Check out the latest superpixel benchmark — Superpixel Benchmark (2016) — and let me know your opinion! @david_stutz


Implementation of iPiano for Non-Convex and Non-Smooth Optimization

Ochs et al. proposed iPiano, a proximal algorithm with inertial force for non-convex and non-smooth optimization. This article presents a C++ implementation which was written as part of a seminar on “Selected Topics in Image Processing”.

iPiano is an iterative optimization algorithm combining forward-backward splitting with an inertial force to tackle the problem

$\min_{x \in \mathbb{R}^n} h(x) = \min_{\mathbb{R}^n} f(x) + g(x)$.(1)

Here, $f$ is required to be differentiable, but might be non-convex, while $h$ is required to be convex, but might be non-differentiable.

This article discusses iPiano in more detail and presents an implementation which was written as part of a seminar on "Selected Topics in Image Processing" advised by Prof. Berkels at RWTH Aachen University. The implementation is available on GitHub:

iPiano on GitHub

The corresponding seminar paper will follow soon!

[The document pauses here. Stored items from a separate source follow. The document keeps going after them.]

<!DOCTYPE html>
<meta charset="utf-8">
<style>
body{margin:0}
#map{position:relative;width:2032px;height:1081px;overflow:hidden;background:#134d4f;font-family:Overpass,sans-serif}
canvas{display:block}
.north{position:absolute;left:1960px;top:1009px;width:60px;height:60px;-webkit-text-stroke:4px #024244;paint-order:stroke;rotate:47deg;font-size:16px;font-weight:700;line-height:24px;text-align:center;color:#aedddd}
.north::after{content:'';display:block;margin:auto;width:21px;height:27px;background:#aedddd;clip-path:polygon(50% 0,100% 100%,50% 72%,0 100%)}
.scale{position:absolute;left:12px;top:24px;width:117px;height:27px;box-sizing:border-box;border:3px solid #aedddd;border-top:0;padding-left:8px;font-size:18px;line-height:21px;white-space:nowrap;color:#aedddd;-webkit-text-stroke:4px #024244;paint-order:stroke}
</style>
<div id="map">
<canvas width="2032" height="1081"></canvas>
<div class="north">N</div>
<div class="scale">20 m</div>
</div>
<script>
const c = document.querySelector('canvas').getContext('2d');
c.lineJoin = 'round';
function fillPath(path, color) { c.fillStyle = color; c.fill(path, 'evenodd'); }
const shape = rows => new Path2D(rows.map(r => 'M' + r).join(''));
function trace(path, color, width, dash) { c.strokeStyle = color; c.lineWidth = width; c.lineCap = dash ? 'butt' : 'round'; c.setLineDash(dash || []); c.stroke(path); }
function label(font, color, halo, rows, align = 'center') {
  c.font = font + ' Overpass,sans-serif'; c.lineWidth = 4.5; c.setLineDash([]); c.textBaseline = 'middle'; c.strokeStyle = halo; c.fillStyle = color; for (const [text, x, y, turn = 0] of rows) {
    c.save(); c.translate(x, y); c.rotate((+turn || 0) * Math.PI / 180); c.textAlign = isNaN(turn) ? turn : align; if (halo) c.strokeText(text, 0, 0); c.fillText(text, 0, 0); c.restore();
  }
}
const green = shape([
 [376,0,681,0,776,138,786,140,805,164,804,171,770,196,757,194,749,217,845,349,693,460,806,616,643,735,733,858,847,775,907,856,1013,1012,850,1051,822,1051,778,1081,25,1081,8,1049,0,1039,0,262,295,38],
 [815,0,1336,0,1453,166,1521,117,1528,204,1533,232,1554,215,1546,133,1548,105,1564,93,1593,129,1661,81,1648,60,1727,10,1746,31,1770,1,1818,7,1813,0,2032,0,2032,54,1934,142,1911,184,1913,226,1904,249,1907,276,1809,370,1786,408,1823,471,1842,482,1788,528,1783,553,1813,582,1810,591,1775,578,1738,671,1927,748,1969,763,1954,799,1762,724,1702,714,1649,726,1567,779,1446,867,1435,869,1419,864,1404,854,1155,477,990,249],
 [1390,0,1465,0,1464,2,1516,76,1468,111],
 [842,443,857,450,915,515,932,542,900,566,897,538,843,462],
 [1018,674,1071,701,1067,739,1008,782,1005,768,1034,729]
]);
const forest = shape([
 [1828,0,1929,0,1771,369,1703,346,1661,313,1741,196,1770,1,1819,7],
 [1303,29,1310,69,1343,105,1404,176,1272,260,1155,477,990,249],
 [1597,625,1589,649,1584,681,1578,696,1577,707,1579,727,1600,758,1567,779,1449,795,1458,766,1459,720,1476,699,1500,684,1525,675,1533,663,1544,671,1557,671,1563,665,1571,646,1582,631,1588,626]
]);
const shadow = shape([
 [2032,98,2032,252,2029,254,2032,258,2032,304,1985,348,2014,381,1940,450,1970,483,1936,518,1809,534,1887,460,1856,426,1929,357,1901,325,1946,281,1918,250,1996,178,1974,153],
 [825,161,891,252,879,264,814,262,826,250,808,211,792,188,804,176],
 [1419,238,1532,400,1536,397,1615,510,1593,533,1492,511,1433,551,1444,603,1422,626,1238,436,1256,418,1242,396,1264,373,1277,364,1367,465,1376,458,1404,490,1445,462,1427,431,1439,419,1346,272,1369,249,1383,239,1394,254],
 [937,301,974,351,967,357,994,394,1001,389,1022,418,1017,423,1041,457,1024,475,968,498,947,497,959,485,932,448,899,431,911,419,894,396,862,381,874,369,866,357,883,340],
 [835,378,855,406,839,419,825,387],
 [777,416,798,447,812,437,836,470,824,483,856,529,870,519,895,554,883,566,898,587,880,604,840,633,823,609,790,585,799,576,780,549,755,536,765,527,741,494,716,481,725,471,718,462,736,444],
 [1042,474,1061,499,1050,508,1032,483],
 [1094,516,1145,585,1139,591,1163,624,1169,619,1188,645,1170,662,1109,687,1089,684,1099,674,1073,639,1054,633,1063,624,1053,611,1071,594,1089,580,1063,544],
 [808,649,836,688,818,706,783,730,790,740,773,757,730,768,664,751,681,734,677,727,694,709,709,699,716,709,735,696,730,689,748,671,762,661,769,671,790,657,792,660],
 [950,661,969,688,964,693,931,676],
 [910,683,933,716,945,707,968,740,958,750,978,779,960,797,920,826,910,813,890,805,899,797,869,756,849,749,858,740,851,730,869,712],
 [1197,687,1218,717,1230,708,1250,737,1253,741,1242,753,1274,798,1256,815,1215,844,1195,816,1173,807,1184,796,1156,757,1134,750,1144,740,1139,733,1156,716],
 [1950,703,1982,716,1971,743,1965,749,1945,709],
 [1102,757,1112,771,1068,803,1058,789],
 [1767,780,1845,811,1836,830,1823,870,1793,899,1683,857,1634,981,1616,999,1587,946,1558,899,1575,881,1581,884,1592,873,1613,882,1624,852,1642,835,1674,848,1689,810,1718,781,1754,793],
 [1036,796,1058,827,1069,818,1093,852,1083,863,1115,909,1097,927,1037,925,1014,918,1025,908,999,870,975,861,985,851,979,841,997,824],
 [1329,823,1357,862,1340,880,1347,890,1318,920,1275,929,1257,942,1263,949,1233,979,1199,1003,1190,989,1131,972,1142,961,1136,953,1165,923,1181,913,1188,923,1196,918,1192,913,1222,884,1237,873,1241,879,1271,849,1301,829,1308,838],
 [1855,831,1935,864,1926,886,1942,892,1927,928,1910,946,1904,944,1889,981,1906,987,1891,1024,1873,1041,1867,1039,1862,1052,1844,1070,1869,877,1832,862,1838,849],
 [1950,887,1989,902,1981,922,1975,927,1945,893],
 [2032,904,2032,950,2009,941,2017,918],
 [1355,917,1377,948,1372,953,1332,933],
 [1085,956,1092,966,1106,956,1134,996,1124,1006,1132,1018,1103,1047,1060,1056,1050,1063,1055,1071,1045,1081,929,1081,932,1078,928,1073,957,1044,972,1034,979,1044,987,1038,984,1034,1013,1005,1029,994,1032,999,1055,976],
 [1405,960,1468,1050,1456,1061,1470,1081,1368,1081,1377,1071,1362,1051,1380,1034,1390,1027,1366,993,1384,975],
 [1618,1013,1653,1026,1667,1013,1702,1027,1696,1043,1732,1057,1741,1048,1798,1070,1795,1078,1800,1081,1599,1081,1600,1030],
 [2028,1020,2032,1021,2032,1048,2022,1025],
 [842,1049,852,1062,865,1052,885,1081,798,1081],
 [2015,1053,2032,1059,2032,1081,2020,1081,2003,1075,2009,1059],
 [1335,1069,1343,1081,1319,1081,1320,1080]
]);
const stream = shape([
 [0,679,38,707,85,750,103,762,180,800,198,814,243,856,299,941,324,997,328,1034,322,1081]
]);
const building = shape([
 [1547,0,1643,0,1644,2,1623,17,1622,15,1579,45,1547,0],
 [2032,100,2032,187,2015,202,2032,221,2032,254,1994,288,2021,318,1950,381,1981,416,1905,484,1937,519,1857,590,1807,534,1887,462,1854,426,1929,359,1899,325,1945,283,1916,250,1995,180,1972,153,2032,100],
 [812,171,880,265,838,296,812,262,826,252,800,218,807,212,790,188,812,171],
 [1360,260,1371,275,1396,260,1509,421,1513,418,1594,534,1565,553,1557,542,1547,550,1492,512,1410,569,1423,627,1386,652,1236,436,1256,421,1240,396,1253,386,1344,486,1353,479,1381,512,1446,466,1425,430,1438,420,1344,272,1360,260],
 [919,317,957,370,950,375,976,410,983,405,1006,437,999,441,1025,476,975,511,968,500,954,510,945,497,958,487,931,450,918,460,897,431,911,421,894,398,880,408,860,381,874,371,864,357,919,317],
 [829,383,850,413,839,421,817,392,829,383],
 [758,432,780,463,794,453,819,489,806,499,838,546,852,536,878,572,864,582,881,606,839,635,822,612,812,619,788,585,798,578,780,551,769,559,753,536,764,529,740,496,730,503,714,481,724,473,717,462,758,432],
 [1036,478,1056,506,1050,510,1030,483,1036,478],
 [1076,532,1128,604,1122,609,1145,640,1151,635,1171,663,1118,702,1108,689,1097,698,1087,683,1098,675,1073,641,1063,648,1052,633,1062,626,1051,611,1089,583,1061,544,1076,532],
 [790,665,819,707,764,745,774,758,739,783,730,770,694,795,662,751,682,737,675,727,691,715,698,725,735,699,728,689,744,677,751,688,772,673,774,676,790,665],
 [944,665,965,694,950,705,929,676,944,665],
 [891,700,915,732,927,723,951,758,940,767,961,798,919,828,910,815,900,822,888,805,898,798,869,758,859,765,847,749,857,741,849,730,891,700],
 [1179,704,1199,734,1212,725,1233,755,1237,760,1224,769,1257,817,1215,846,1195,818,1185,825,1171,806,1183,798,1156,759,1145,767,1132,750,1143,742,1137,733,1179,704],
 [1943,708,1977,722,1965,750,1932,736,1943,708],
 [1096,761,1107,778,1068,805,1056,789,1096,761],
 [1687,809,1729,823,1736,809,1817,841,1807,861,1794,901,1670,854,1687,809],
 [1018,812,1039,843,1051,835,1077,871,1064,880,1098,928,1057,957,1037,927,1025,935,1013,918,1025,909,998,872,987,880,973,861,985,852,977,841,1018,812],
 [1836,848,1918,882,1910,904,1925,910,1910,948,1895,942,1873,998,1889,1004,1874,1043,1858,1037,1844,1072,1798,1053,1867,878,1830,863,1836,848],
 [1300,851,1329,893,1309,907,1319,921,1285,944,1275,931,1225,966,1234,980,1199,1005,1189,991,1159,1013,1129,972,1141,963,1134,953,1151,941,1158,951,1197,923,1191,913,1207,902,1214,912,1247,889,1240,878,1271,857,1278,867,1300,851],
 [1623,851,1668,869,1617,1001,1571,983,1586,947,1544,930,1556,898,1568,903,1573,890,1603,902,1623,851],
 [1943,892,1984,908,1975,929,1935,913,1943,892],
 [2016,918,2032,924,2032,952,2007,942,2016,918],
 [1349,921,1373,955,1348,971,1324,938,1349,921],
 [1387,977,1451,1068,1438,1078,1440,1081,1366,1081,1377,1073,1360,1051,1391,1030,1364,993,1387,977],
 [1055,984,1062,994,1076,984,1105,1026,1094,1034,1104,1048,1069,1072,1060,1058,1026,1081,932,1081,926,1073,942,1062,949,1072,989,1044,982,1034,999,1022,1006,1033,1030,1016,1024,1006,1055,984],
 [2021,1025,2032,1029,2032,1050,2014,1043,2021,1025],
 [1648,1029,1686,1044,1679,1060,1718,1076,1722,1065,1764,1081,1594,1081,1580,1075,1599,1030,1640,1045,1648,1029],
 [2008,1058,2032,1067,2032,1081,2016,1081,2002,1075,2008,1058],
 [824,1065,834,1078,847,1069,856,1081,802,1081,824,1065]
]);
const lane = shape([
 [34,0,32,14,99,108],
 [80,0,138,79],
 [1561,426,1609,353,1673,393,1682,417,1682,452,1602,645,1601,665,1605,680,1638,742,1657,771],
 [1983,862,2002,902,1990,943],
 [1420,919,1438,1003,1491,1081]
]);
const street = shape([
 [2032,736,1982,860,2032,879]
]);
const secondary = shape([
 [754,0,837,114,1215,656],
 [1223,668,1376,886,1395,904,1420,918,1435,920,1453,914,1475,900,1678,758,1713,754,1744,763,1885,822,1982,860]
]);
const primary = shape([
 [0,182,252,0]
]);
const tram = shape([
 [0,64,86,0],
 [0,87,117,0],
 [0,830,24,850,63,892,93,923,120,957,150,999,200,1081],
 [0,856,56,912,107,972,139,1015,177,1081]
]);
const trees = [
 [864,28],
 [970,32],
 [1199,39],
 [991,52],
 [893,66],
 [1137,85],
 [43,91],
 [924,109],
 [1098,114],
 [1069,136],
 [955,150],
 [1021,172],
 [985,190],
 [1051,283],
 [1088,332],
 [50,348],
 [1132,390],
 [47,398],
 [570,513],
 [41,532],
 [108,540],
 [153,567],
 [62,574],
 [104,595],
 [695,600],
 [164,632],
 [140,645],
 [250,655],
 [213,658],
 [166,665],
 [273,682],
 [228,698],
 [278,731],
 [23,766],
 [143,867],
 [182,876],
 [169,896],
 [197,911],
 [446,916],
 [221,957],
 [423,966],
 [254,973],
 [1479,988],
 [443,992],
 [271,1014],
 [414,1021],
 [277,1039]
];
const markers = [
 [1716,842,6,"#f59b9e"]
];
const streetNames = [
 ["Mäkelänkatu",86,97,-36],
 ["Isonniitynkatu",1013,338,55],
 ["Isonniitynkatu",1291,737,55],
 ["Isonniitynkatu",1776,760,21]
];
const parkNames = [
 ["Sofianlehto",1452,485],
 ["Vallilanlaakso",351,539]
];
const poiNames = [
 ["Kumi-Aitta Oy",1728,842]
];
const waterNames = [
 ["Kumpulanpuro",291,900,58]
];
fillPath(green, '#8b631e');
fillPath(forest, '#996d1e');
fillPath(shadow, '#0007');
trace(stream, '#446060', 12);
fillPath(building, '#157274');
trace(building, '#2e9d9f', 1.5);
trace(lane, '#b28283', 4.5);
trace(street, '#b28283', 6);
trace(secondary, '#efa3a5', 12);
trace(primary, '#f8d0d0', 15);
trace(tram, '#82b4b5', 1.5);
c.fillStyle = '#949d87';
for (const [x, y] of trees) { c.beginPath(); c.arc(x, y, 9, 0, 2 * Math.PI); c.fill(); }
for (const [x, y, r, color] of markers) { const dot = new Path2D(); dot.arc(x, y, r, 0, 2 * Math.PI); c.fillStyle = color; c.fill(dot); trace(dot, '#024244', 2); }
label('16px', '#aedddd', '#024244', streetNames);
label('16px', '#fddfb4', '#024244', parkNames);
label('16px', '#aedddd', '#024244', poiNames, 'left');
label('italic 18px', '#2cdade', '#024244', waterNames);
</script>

Let $g$ be a proper, convex and lower semi-continuous such that the proximal mapping

$\text{prox}_{\alpha g} (x) := \arg\min_{\hat{x}} g(\hat{x}) + \frac{1}{2\alpha} \|x - \hat{x}\|_2^2$

is well-defined (i.e. there exists a unique solution to the above minimization problem). Furthermore, let $\partial g$ be the subdifferential of $g$, defined as

$\partial g (x) := \{w \in \mathbb{R}^n | g(x) + w^T(\hat{x} - x) \leq g(\hat{x}) \forall \hat{x}\in \mathbb{R}^n\}$.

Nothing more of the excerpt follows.